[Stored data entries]
══════════
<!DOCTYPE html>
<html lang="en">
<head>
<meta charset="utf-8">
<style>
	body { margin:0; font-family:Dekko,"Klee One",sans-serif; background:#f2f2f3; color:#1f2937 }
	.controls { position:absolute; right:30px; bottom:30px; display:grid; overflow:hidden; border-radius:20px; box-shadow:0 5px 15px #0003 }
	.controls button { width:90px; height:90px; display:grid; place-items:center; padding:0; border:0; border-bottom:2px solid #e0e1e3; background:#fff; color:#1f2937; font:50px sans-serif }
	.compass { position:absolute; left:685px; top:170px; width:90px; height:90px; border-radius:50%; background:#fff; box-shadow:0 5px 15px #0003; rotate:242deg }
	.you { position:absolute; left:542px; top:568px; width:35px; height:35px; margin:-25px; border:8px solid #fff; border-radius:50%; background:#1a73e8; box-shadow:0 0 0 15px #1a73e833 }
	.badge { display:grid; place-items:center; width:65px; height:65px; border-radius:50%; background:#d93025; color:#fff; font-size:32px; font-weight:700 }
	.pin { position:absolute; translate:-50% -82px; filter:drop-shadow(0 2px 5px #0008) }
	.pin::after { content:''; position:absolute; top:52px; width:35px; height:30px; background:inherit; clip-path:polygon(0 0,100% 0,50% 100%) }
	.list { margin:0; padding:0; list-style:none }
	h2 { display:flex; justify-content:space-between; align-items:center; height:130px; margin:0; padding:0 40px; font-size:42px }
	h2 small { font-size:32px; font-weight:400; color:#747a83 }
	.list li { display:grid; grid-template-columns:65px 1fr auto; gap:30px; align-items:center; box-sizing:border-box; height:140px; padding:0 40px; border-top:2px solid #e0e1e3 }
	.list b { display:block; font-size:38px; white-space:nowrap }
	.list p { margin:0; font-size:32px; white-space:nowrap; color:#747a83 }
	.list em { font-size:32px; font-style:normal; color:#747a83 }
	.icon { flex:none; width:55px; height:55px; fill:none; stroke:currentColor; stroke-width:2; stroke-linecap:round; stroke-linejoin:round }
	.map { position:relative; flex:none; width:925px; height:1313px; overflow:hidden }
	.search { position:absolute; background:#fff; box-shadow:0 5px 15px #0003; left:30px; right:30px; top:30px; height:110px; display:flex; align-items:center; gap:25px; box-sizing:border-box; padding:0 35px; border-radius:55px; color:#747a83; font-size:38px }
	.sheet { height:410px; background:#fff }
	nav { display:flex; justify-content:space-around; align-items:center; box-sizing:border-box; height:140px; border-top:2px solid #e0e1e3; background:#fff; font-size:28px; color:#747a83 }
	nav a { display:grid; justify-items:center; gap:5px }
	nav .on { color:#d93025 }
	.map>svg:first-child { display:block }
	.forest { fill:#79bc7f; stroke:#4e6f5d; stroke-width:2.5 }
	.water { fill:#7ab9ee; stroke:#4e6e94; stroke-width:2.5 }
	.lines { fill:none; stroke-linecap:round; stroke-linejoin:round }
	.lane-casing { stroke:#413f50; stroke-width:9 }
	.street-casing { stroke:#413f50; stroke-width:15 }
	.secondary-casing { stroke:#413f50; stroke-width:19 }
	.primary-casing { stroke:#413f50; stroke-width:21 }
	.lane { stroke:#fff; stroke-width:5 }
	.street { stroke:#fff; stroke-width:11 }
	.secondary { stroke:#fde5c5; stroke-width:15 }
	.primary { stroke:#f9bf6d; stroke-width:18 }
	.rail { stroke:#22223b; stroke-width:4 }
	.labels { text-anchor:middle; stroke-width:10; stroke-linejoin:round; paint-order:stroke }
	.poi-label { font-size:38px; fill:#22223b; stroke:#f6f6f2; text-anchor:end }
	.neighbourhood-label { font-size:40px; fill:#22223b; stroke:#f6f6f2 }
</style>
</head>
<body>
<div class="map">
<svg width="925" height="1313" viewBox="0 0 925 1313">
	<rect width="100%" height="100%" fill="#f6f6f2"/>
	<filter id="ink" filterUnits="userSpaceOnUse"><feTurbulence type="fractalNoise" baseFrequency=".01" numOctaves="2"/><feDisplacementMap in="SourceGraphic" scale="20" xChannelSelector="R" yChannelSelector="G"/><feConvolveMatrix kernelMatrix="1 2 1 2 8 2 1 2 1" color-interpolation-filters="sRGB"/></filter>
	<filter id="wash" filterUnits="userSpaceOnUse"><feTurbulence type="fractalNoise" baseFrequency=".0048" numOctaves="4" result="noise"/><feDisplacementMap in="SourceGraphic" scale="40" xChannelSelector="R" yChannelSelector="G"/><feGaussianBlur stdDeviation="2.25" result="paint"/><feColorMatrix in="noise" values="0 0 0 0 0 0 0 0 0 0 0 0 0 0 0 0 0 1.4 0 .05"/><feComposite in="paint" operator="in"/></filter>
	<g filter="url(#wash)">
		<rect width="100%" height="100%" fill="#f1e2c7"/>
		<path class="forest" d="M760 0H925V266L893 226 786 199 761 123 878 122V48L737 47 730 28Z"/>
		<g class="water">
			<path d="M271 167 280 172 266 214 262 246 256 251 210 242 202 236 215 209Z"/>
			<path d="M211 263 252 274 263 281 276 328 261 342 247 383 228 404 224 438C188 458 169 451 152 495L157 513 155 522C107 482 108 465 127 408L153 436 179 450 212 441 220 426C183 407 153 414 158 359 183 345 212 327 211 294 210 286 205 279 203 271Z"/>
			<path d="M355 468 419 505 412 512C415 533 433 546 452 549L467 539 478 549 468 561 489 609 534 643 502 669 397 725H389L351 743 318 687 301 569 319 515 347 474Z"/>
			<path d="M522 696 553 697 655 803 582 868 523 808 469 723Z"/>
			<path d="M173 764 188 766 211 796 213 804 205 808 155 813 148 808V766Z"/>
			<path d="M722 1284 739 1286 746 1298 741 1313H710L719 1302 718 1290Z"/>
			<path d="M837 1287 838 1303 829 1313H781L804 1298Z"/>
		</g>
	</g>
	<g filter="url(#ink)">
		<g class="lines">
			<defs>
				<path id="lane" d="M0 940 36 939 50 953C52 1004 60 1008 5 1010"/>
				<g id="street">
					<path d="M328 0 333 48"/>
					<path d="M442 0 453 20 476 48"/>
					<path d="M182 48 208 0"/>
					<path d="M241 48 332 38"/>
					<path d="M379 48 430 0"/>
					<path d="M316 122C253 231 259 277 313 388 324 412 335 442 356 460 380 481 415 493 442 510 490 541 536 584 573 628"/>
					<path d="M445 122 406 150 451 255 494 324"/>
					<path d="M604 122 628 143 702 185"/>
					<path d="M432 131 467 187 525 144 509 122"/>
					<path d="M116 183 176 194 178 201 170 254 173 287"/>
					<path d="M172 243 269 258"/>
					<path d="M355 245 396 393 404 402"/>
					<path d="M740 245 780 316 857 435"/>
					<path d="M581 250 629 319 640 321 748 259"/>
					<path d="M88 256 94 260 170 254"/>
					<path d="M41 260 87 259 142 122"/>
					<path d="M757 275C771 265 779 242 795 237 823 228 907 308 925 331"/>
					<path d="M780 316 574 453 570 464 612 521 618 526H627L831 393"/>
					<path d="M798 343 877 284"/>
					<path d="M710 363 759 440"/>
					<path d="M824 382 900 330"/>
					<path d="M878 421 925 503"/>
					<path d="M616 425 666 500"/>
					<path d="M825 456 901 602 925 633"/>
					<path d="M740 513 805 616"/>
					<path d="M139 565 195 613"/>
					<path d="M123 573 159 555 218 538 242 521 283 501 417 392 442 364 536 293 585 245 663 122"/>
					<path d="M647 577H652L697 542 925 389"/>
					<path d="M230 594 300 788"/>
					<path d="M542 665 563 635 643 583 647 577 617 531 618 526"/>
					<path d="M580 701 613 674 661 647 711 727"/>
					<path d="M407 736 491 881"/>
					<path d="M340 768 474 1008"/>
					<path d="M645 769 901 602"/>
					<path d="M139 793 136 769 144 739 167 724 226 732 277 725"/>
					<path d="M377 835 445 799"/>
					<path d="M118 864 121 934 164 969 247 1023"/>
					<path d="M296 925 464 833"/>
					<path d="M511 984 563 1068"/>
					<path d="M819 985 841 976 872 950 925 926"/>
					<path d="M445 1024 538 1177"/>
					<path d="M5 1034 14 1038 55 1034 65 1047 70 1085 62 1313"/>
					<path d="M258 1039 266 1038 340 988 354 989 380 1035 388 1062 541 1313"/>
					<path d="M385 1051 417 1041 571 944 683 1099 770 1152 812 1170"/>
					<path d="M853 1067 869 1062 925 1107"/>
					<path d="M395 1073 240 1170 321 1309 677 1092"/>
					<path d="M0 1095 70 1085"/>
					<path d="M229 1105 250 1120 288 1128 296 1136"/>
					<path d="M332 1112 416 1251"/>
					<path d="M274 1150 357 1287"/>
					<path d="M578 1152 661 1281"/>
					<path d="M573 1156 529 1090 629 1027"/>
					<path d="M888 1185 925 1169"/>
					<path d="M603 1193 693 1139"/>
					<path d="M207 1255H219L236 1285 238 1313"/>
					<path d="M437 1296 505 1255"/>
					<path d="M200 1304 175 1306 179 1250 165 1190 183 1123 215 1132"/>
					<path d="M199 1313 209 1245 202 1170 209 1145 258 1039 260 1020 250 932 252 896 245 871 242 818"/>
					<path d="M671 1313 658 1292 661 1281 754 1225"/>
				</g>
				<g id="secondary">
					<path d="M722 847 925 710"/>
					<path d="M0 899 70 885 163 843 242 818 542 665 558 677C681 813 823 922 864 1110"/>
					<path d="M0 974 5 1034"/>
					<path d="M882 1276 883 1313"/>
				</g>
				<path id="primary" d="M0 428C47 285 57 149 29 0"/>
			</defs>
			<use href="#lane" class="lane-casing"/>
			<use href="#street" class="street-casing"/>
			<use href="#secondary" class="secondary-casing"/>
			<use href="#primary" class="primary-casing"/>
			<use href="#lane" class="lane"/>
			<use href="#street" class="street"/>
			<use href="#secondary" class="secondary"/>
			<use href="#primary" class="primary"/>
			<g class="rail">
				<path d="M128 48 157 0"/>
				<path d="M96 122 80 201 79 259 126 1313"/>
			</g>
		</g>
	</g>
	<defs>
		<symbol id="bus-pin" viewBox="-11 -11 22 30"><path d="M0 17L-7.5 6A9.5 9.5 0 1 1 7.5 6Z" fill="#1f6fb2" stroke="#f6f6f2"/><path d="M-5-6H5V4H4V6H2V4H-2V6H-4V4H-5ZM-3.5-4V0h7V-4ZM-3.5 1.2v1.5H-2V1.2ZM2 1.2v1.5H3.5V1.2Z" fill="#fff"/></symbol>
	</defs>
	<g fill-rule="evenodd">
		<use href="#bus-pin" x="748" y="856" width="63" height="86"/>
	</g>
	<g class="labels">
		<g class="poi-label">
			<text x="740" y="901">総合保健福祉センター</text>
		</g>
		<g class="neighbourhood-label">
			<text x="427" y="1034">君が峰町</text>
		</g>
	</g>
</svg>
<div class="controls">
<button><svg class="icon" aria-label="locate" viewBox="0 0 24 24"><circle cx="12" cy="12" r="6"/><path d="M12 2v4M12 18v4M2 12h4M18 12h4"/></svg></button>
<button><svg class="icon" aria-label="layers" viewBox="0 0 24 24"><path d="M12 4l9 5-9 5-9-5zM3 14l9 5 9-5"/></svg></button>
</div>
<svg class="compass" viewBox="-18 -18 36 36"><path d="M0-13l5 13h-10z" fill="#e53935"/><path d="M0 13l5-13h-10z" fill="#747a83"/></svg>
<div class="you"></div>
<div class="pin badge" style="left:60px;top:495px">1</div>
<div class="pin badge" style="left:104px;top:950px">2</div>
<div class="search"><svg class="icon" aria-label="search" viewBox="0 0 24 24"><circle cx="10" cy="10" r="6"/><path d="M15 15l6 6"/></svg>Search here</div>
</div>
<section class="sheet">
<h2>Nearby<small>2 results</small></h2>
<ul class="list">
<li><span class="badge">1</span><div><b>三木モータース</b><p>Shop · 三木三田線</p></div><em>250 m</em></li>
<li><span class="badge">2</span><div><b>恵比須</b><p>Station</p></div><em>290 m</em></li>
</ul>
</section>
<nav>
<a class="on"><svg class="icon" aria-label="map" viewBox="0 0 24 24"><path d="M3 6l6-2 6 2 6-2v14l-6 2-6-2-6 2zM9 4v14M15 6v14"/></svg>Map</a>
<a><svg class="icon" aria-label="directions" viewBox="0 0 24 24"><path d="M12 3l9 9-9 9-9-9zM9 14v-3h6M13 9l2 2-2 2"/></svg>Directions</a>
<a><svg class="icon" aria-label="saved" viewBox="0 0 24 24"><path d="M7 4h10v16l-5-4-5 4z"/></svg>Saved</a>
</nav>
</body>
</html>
══════════
Exercise brief
Wherever the string "lines" appears in a line of the records, copy that line.

Response below
	.lines { fill:none; stroke-linecap:round; stroke-linejoin:round }
		<g class="lines">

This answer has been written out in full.